::: Input :::
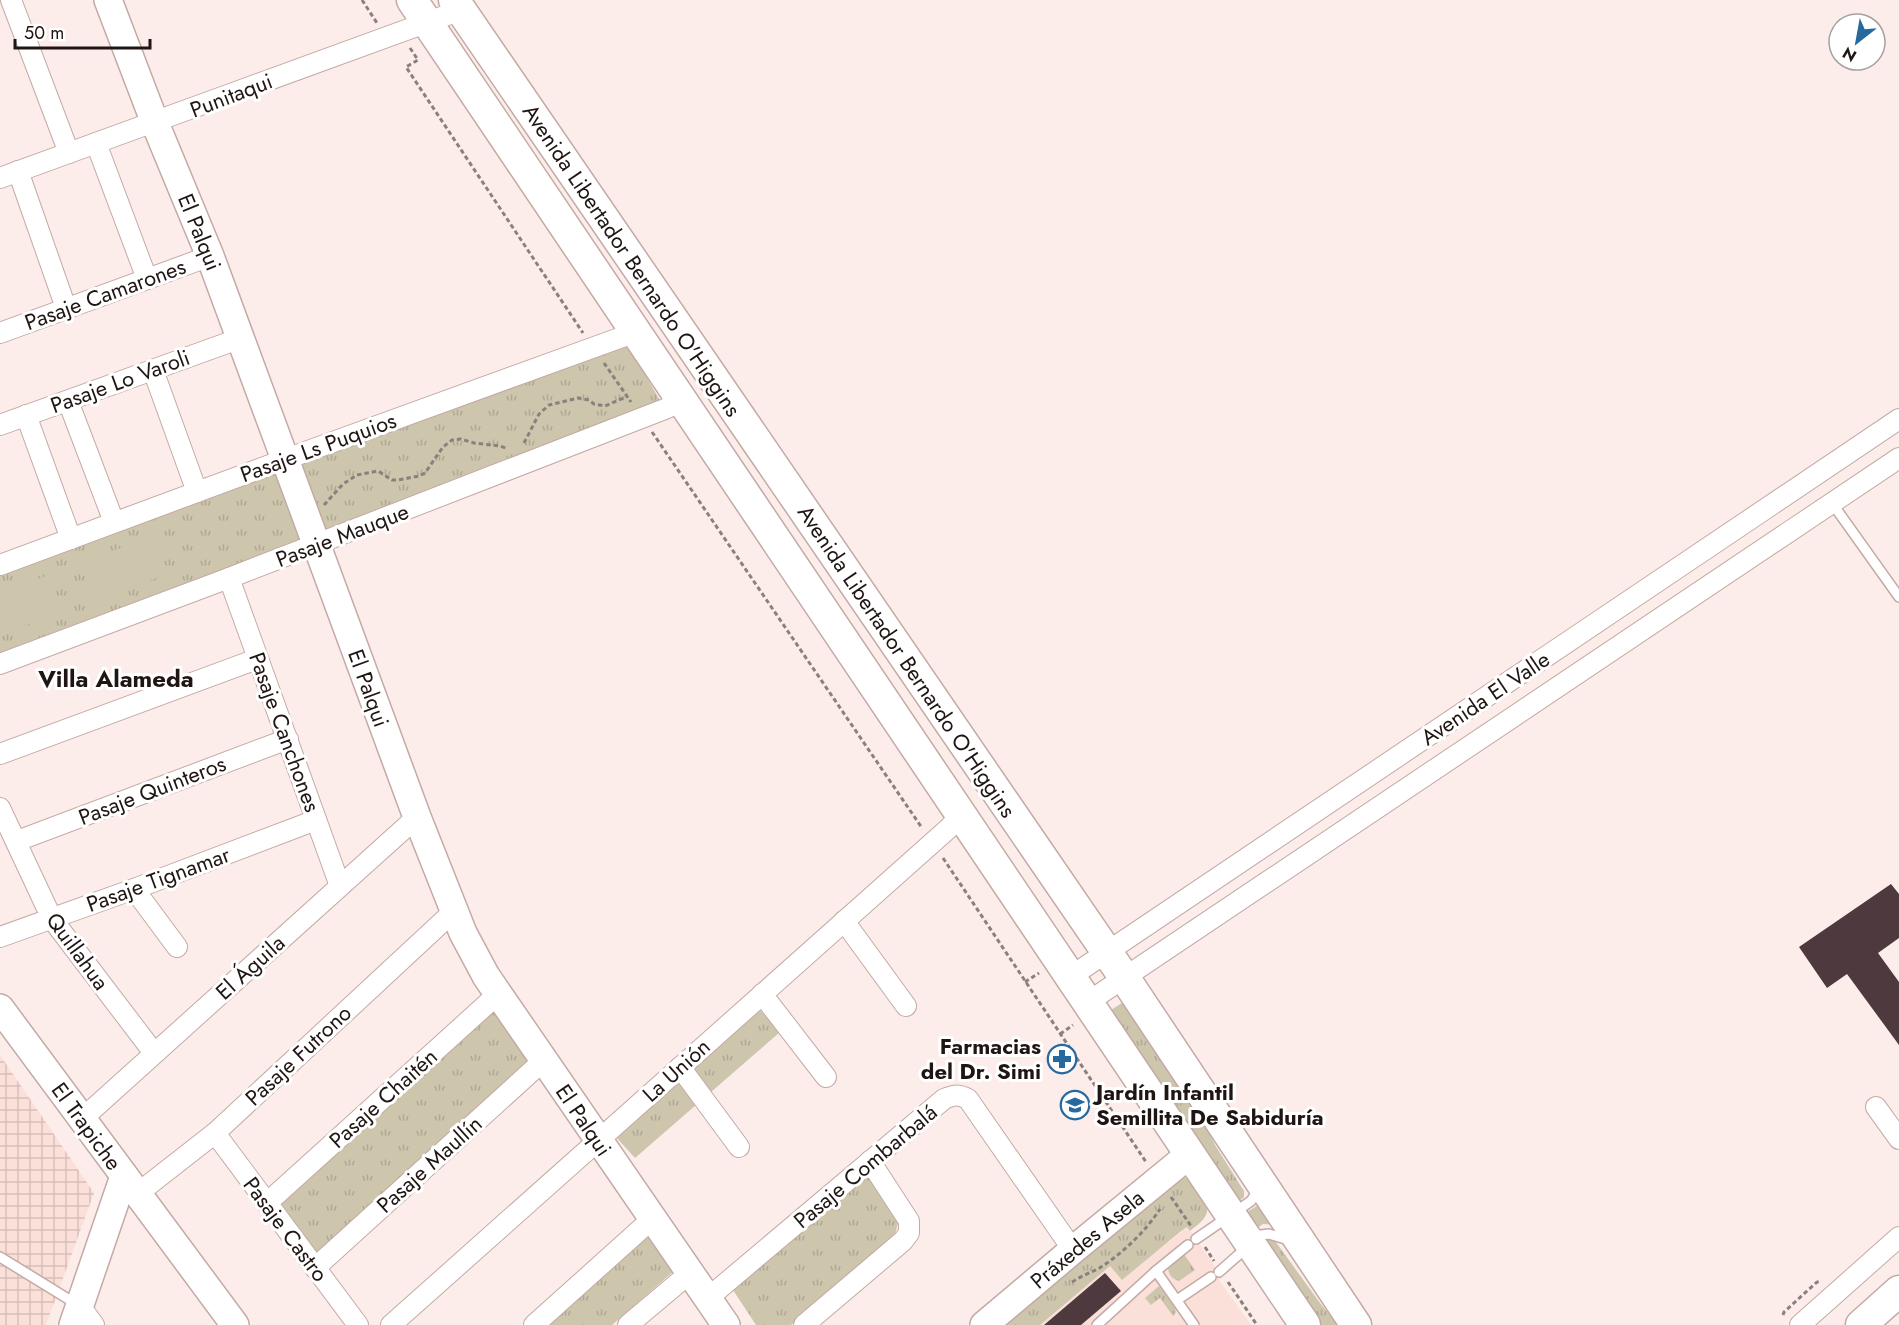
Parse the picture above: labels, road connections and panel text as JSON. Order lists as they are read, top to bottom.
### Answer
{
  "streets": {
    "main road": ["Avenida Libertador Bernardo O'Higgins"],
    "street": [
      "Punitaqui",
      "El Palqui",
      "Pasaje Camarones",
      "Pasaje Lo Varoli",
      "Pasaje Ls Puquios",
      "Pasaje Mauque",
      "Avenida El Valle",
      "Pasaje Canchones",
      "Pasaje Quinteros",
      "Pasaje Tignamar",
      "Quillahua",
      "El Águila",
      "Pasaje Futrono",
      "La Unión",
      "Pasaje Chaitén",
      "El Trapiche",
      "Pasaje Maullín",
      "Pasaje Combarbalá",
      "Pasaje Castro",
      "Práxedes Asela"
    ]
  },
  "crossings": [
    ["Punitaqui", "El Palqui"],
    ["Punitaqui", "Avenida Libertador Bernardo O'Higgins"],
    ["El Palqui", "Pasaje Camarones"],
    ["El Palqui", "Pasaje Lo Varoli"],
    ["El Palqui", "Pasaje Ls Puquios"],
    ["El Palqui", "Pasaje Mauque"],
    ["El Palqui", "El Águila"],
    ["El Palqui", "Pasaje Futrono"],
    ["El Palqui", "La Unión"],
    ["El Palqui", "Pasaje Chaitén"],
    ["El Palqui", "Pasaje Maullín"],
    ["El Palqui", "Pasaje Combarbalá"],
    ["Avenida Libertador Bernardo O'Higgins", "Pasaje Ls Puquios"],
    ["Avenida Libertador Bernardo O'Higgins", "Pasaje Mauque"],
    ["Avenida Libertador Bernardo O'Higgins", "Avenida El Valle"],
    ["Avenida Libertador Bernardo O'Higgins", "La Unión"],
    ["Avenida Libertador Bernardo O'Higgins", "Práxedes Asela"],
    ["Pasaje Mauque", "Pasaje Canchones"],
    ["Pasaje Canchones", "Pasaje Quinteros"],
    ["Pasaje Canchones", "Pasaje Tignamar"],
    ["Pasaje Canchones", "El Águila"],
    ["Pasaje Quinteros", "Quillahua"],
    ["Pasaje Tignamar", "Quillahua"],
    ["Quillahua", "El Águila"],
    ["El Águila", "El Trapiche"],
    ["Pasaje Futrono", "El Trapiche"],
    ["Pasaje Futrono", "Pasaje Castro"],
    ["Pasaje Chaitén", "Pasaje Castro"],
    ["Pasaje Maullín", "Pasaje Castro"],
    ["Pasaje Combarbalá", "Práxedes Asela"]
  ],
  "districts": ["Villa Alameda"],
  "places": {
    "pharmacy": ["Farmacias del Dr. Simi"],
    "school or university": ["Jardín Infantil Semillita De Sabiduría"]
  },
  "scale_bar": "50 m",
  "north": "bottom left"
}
:::
* [Exercise prompt]: Although the records contain pictures, print only the rest, exactly as written.

* [Response]:
Parse the picture above: labels, road connections and panel text as JSON. Order lists as they are read, top to bottom.
### Answer
{
  "streets": {
    "main road": ["Avenida Libertador Bernardo O'Higgins"],
    "street": [
      "Punitaqui",
      "El Palqui",
      "Pasaje Camarones",
      "Pasaje Lo Varoli",
      "Pasaje Ls Puquios",
      "Pasaje Mauque",
      "Avenida El Valle",
      "Pasaje Canchones",
      "Pasaje Quinteros",
      "Pasaje Tignamar",
      "Quillahua",
      "El Águila",
      "Pasaje Futrono",
      "La Unión",
      "Pasaje Chaitén",
      "El Trapiche",
      "Pasaje Maullín",
      "Pasaje Combarbalá",
      "Pasaje Castro",
      "Práxedes Asela"
    ]
  },
  "crossings": [
    ["Punitaqui", "El Palqui"],
    ["Punitaqui", "Avenida Libertador Bernardo O'Higgins"],
    ["El Palqui", "Pasaje Camarones"],
    ["El Palqui", "Pasaje Lo Varoli"],
    ["El Palqui", "Pasaje Ls Puquios"],
    ["El Palqui", "Pasaje Mauque"],
    ["El Palqui", "El Águila"],
    ["El Palqui", "Pasaje Futrono"],
    ["El Palqui", "La Unión"],
    ["El Palqui", "Pasaje Chaitén"],
    ["El Palqui", "Pasaje Maullín"],
    ["El Palqui", "Pasaje Combarbalá"],
    ["Avenida Libertador Bernardo O'Higgins", "Pasaje Ls Puquios"],
    ["Avenida Libertador Bernardo O'Higgins", "Pasaje Mauque"],
    ["Avenida Libertador Bernardo O'Higgins", "Avenida El Valle"],
    ["Avenida Libertador Bernardo O'Higgins", "La Unión"],
    ["Avenida Libertador Bernardo O'Higgins", "Práxedes Asela"],
    ["Pasaje Mauque", "Pasaje Canchones"],
    ["Pasaje Canchones", "Pasaje Quinteros"],
    ["Pasaje Canchones", "Pasaje Tignamar"],
    ["Pasaje Canchones", "El Águila"],
    ["Pasaje Quinteros", "Quillahua"],
    ["Pasaje Tignamar", "Quillahua"],
    ["Quillahua", "El Águila"],
    ["El Águila", "El Trapiche"],
    ["Pasaje Futrono", "El Trapiche"],
    ["Pasaje Futrono", "Pasaje Castro"],
    ["Pasaje Chaitén", "Pasaje Castro"],
    ["Pasaje Maullín", "Pasaje Castro"],
    ["Pasaje Combarbalá", "Práxedes Asela"]
  ],
  "districts": ["Villa Alameda"],
  "places": {
    "pharmacy": ["Farmacias del Dr. Simi"],
    "school or university": ["Jardín Infantil Semillita De Sabiduría"]
  },
  "scale_bar": "50 m",
  "north": "bottom left"
}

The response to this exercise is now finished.